Abstract
We present a novel machine learning based algorithm extending the interaction space around mobile devices. The technique uses only the RGB camera now commonplace on off-the-shelf mobile devices. Our algorithm robustly recognizes a wide range of in-air gestures, supporting user variation, and varying lighting conditions. We demonstrate that our algorithm runs in real-time on unmodified mobile devices, including resource-constrained smartphones and smartwatches.

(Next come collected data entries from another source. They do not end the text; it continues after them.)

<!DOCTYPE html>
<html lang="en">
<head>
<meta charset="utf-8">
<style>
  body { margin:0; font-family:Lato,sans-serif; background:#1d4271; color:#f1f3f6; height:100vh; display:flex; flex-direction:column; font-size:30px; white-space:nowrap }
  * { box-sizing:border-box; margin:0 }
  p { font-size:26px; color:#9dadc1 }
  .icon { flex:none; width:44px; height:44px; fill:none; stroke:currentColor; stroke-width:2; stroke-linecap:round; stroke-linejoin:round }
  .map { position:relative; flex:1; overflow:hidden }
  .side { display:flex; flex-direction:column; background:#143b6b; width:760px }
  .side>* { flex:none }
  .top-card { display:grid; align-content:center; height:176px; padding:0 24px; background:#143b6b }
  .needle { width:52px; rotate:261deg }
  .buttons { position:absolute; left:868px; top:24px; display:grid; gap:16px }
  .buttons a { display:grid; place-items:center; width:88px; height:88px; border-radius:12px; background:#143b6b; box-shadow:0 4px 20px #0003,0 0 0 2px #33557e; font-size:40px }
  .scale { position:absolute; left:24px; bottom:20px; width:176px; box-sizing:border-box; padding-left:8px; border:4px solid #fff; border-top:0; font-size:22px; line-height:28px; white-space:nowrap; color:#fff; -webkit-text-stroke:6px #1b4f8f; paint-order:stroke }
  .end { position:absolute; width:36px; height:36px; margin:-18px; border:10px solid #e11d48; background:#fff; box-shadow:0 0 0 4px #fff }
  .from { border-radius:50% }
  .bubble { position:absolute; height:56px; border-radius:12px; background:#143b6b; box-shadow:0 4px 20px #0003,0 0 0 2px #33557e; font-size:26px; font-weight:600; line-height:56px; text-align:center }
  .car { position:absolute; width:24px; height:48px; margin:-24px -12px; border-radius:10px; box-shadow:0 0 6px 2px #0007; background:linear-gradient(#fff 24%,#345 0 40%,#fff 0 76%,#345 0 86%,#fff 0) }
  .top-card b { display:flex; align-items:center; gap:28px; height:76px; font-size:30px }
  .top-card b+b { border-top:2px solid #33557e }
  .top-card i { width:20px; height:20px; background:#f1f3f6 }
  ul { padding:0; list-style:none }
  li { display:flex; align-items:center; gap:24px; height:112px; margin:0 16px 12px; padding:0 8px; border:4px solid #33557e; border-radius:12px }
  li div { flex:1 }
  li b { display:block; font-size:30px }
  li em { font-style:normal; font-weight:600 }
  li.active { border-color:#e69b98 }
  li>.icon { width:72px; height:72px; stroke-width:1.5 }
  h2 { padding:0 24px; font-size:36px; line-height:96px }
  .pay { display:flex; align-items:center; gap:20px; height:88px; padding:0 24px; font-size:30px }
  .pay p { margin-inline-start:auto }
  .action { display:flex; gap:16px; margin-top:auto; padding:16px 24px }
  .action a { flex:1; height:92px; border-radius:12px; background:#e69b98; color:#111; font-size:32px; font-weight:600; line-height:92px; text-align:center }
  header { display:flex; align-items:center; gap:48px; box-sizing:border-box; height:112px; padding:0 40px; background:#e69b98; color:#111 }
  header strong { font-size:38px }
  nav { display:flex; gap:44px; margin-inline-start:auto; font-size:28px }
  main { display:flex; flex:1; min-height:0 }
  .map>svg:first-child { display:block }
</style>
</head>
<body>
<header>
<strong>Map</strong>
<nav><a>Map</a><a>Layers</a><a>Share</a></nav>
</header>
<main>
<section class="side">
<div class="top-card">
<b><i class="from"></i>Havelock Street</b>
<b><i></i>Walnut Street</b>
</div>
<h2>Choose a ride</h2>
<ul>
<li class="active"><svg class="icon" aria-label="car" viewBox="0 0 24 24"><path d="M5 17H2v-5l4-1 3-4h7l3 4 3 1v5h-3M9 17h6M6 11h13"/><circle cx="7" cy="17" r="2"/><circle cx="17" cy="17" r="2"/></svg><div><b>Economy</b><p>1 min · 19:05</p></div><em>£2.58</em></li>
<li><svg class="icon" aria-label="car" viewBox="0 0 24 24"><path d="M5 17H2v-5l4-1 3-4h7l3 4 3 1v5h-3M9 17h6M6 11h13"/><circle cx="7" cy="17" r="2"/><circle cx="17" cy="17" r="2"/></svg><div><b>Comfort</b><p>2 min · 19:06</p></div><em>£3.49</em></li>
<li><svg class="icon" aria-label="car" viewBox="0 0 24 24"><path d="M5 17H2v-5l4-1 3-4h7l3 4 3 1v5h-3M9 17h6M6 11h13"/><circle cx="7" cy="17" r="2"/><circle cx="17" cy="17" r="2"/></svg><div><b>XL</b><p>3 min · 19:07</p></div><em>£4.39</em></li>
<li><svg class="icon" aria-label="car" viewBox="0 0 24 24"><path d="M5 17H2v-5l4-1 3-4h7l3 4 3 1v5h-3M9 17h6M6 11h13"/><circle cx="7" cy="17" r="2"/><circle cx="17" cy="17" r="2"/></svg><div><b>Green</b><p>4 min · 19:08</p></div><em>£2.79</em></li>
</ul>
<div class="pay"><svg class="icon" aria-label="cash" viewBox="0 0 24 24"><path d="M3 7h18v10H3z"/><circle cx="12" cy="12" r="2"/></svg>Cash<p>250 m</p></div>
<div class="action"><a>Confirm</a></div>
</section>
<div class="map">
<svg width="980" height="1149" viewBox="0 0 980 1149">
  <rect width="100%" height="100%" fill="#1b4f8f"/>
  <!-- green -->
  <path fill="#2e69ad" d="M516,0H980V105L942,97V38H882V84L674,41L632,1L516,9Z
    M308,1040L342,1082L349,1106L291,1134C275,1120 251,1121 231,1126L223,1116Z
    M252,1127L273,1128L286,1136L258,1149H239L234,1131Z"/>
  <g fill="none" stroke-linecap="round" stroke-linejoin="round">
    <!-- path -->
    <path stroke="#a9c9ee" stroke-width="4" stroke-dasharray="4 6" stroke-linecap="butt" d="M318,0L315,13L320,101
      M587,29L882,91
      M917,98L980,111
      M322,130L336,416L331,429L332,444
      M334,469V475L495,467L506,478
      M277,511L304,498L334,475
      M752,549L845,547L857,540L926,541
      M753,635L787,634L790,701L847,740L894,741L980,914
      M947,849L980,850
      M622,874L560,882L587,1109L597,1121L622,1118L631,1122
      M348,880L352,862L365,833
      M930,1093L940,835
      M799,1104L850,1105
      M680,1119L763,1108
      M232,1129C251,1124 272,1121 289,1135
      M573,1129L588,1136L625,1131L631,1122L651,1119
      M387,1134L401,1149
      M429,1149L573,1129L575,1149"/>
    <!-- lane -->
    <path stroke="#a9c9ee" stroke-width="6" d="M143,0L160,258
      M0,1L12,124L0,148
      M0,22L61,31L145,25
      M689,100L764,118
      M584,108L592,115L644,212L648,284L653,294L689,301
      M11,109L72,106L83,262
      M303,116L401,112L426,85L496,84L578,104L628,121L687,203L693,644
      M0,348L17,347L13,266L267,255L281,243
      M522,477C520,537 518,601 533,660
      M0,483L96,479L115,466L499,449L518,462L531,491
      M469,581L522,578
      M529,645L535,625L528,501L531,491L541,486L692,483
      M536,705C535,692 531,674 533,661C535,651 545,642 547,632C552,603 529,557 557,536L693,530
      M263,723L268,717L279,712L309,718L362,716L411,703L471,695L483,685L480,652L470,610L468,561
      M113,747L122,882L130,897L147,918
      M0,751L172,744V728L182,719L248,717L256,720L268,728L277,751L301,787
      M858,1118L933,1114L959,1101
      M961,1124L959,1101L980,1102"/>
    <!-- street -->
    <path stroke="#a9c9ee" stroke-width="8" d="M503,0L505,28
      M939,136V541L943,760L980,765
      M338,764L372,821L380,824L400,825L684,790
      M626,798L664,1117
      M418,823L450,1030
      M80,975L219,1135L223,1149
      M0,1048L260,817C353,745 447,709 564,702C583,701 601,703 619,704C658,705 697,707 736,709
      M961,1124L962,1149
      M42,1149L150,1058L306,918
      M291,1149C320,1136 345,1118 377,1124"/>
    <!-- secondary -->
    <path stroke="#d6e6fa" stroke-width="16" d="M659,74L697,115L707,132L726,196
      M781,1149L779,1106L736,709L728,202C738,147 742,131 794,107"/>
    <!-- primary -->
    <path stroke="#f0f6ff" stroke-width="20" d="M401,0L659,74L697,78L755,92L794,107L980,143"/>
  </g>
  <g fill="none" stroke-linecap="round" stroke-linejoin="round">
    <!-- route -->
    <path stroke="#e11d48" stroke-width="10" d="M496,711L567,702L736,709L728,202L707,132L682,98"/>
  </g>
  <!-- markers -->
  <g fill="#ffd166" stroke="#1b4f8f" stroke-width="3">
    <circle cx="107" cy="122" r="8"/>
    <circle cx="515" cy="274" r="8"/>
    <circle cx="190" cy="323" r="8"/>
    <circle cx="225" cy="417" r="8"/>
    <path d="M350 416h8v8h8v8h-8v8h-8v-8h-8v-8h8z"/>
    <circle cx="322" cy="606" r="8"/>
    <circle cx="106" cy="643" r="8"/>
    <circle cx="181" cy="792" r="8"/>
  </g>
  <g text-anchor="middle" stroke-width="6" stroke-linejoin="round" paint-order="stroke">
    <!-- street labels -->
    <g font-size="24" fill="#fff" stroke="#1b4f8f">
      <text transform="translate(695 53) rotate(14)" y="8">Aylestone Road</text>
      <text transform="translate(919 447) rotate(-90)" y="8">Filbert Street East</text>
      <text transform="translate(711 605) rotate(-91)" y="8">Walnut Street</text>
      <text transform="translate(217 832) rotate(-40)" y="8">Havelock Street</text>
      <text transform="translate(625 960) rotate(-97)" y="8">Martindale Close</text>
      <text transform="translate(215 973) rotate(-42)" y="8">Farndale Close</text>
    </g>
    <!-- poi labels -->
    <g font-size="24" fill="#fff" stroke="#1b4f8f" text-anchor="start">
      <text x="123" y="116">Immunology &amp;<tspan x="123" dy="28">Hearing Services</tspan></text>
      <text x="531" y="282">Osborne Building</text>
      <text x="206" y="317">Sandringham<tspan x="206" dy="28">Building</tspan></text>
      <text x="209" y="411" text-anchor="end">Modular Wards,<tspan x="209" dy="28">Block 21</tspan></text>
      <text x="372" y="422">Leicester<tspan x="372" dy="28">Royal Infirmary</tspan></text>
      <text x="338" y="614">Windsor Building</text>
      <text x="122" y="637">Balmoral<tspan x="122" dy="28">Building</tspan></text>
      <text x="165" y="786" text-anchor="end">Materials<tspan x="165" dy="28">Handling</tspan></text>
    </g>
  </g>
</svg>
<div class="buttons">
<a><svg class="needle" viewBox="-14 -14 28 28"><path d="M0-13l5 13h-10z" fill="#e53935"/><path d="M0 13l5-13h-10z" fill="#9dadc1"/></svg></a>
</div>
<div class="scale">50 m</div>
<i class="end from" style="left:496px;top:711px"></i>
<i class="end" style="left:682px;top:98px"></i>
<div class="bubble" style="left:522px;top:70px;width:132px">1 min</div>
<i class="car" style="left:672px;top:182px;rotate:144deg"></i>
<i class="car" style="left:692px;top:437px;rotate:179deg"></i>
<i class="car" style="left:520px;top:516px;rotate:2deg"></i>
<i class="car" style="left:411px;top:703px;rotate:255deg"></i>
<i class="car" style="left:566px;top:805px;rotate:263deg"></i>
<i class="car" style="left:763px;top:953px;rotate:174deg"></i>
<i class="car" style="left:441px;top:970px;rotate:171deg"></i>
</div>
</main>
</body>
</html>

Our goal is not to replace the touchscreen as primary input device, but rather to augment and enrich the existing interaction vocabulary using gestures. While touch input works well for many scenarios, we demonstrate numerous interaction tasks such as mode switches, application and task management,
menu selection and certain types of navigation, where such input can be either complemented or better served by in-air gestures. This removes screen real-estate issues on small touchscreens, and allows input to be expanded to the 3D space around the device. We present results for recognition accuracy (93% test and 98% train), impact of memory footprint and other model parameters. Finally, we report results from preliminary user evaluations, discuss advantages and limitations and conclude with directions for future work.
Accompanying Video
Dataset
Upon popular request we released the training and test data used during this project. This data consists of 7 different static gestures (6 meaningful gestures and 1 no gesture class). Each gesture has raw RGB images, clean segmentation and noisy segmentation.
- RGB: RGB images (raw data; no segmentation)
- Clean segmentation: Binary images of clean hand segmentation
- Noisy segmentation: Binary iamges of segmented hand and artificial segmentation noise
The data covers variations both of hand size and hand orientation and hence is quite challenging to recognize. There are two sets: one for training and one for testing.